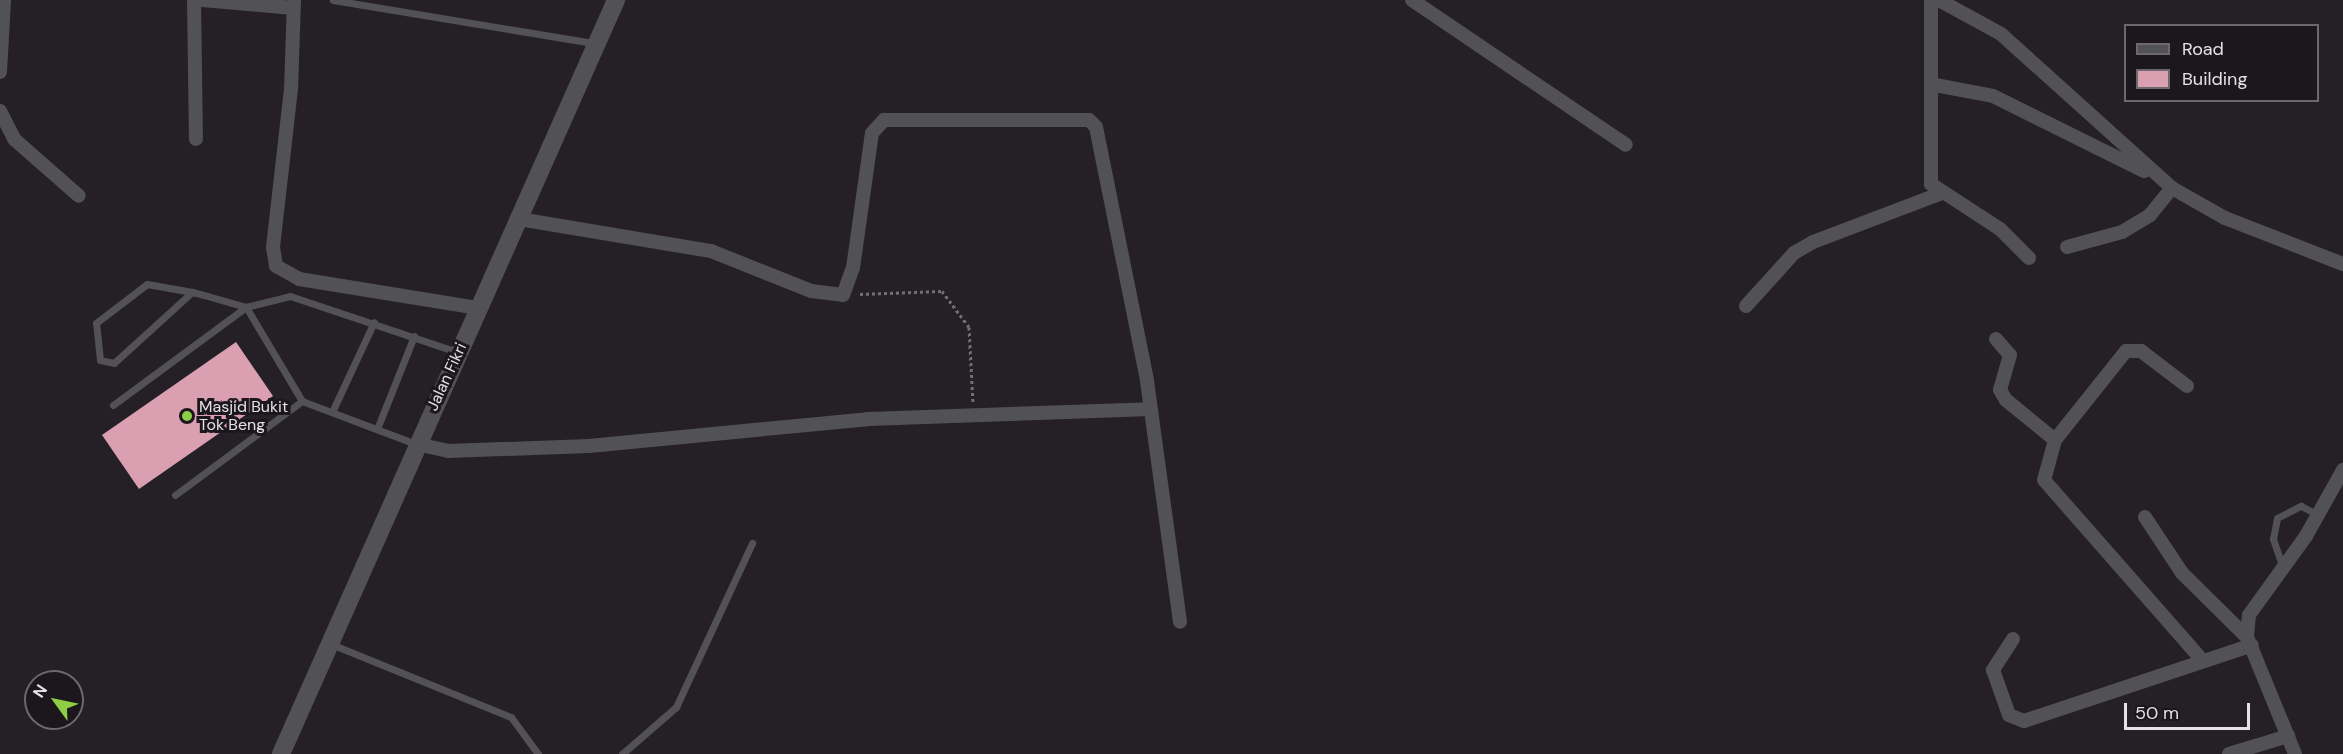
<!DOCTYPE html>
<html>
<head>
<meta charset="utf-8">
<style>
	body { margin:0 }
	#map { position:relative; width:2343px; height:754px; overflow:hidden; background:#252025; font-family:"DM Sans",sans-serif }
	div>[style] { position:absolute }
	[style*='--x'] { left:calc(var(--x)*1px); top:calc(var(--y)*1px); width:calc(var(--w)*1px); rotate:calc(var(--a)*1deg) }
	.building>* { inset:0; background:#daa0b2 }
	.path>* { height:3px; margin-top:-1.5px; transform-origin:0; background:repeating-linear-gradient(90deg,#736e73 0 3px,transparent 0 6px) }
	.service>* { height:7px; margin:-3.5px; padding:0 3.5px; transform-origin:3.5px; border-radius:3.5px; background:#525255 }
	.minor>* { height:14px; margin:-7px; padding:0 7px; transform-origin:7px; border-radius:7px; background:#525255 }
	.tertiary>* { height:18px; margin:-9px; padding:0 9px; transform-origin:9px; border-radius:9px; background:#525255 }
	.dots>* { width:16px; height:16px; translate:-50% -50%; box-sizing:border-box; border:3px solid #1c171c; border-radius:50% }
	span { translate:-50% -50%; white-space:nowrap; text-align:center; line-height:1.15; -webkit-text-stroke:6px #1c171c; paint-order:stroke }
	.street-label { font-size:16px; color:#e5e1e5 }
	.poi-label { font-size:16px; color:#e5e1e5 }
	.left { translate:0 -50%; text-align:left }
	.legend { position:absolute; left:2124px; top:24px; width:195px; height:78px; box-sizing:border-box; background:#1c171c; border:2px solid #6c686c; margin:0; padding:8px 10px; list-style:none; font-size:18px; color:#e5e1e5 }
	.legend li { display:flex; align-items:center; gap:12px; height:30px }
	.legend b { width:30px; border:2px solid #6c686c }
	.north { position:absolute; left:24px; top:670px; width:60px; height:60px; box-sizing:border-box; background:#1c171c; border:2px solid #6c686c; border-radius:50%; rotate:303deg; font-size:16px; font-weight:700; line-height:24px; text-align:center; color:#e5e1e5 }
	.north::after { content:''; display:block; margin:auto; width:21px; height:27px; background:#8dce44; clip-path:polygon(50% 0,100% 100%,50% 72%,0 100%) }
	.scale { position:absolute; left:2124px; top:703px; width:126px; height:27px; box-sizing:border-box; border:3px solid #e5e1e5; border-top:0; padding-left:8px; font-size:18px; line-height:21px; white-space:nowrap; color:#e5e1e5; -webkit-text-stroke:4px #1c171c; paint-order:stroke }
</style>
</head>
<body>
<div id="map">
	<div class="building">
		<div style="clip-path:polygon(236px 342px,273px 396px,139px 489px,102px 435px)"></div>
	</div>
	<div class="path">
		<div style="--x:860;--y:294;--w:82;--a:-2.1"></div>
		<div style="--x:942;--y:291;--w:45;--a:53.1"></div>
		<div style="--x:969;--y:327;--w:76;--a:87"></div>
	</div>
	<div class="service">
		<div style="--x:333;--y:0;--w:265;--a:9.4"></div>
		<div style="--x:192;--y:292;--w:105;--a:137.7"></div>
		<div style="--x:114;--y:363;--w:14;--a:-168"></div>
		<div style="--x:100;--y:360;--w:37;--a:-96"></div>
		<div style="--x:96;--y:323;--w:64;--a:-37.4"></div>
		<div style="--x:147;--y:284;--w:46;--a:10.1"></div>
		<div style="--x:192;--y:292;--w:12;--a:14"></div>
		<div style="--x:204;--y:295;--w:44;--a:15.9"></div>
		<div style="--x:246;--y:307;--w:109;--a:59.2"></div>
		<div style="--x:302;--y:401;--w:122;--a:20.7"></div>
		<div style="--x:113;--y:405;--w:165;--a:-36.4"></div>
		<div style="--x:246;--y:307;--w:45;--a:-14"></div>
		<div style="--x:290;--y:296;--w:176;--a:18.5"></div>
		<div style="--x:332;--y:412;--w:99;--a:-65"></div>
		<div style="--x:377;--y:429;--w:100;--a:-68.3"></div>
		<div style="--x:175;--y:495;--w:158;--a:-36.5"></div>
		<div style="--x:2282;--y:565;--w:28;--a:-109"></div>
		<div style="--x:2273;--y:539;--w:21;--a:-79"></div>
		<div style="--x:2277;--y:518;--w:27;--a:-27"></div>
		<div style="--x:2301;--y:506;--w:18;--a:27"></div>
		<div style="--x:331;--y:644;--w:194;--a:22.1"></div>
		<div style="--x:511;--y:717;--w:46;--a:53.9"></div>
		<div style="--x:622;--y:754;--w:72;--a:-41"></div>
		<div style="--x:676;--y:707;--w:181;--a:-65.1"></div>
	</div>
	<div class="minor">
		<div style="--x:194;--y:0;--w:139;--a:89.2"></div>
		<div style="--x:202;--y:0;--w:91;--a:5"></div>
		<div style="--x:294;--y:0;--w:89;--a:91.9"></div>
		<div style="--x:291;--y:89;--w:159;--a:96.5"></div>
		<div style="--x:273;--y:247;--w:19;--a:81"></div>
		<div style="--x:276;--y:266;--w:26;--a:29"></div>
		<div style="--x:299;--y:279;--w:182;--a:9.2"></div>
		<div style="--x:1412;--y:0;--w:258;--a:34.1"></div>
		<div style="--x:1931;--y:0;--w:184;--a:90"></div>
		<div style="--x:1931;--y:184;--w:82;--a:33.1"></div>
		<div style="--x:2000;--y:229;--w:41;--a:45"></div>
		<div style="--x:1939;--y:0;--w:71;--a:28.7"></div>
		<div style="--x:2001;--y:34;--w:230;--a:42"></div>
		<div style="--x:2172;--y:188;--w:61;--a:29.5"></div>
		<div style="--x:2225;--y:218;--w:127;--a:21.3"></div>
		<div style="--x:0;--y:72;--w:72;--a:-86.8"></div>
		<div style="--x:1935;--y:85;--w:59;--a:10.7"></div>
		<div style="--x:1993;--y:96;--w:169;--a:26.4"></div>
		<div style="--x:0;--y:111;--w:31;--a:63"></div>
		<div style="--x:14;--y:139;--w:86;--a:41.2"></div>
		<div style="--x:519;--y:219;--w:195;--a:9.5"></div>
		<div style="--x:711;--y:251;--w:108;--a:21.8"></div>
		<div style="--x:811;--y:291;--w:32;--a:7"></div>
		<div style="--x:843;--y:295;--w:29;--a:-70"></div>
		<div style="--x:853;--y:268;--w:136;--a:-82"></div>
		<div style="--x:872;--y:133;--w:18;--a:-47"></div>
		<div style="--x:884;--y:120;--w:205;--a:0"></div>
		<div style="--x:1089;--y:120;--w:10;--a:45"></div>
		<div style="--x:1096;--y:127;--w:259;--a:78.6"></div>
		<div style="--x:1147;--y:381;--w:243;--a:82.2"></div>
		<div style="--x:2067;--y:247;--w:57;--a:-15.3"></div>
		<div style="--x:2122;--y:232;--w:33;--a:-31"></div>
		<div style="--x:2150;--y:215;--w:35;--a:-51"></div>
		<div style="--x:1746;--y:306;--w:72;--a:-47.8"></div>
		<div style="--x:1794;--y:253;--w:22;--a:-30"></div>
		<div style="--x:1813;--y:242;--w:138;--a:-20.8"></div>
		<div style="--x:1996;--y:339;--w:21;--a:49"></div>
		<div style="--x:2010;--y:355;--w:36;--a:106"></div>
		<div style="--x:2000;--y:390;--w:12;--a:59"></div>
		<div style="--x:2006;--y:400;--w:63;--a:39.2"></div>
		<div style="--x:2187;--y:386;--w:58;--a:-142.7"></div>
		<div style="--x:2141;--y:351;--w:15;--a:180"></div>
		<div style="--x:2126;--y:351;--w:114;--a:128.6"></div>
		<div style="--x:2055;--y:440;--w:41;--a:105.4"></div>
		<div style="--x:2044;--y:480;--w:240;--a:48.7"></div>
		<div style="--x:416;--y:444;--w:33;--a:12"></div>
		<div style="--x:448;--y:451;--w:141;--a:-2"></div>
		<div style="--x:589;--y:446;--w:280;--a:-5.5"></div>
		<div style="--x:868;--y:419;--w:283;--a:-2"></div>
		<div style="--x:2145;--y:517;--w:67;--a:56.5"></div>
		<div style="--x:2182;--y:573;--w:91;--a:44.6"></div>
		<div style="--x:2013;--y:639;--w:37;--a:123"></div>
		<div style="--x:1993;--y:670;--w:48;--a:70.4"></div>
		<div style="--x:2009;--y:715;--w:16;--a:22"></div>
		<div style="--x:2024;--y:721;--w:240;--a:-18.4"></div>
		<div style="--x:2229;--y:754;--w:62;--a:-17"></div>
		<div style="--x:2295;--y:754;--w:126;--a:-112.3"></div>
		<div style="--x:2247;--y:637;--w:22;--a:-85"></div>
		<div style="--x:2249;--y:615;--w:97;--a:-54.2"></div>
		<div style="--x:2306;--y:536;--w:76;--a:-60.7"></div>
	</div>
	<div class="tertiary">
		<div style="--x:281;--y:754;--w:825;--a:-66.04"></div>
	</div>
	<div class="dots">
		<div style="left:187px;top:416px;background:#8dce44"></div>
	</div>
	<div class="street-label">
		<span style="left:447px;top:377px;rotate:-65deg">Jalan Fikri</span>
	</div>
	<div class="poi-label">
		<span class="left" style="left:199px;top:416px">Masjid Bukit<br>Tok Beng</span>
	</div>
	<ul class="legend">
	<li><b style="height:8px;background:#525255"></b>Road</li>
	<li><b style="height:16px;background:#daa0b2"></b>Building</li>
	</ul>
	<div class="north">N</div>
	<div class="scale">50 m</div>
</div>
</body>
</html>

* [WORK TASK]:
Which lines run from the one holding "translate:0 -50%; text-align:left" through the one holding "position:absolute; left:24px; top:670px;" in the records above? Repeat them exactly, both included, and nothing more.

* [RESULT FOR THIS EXERCISE]:
	.left { translate:0 -50%; text-align:left }
	.legend { position:absolute; left:2124px; top:24px; width:195px; height:78px; box-sizing:border-box; background:#1c171c; border:2px solid #6c686c; margin:0; padding:8px 10px; list-style:none; font-size:18px; color:#e5e1e5 }
	.legend li { display:flex; align-items:center; gap:12px; height:30px }
	.legend b { width:30px; border:2px solid #6c686c }
	.north { position:absolute; left:24px; top:670px; width:60px; height:60px; box-sizing:border-box; background:#1c171c; border:2px solid #6c686c; border-radius:50%; rotate:303deg; font-size:16px; font-weight:700; line-height:24px; text-align:center; color:#e5e1e5 }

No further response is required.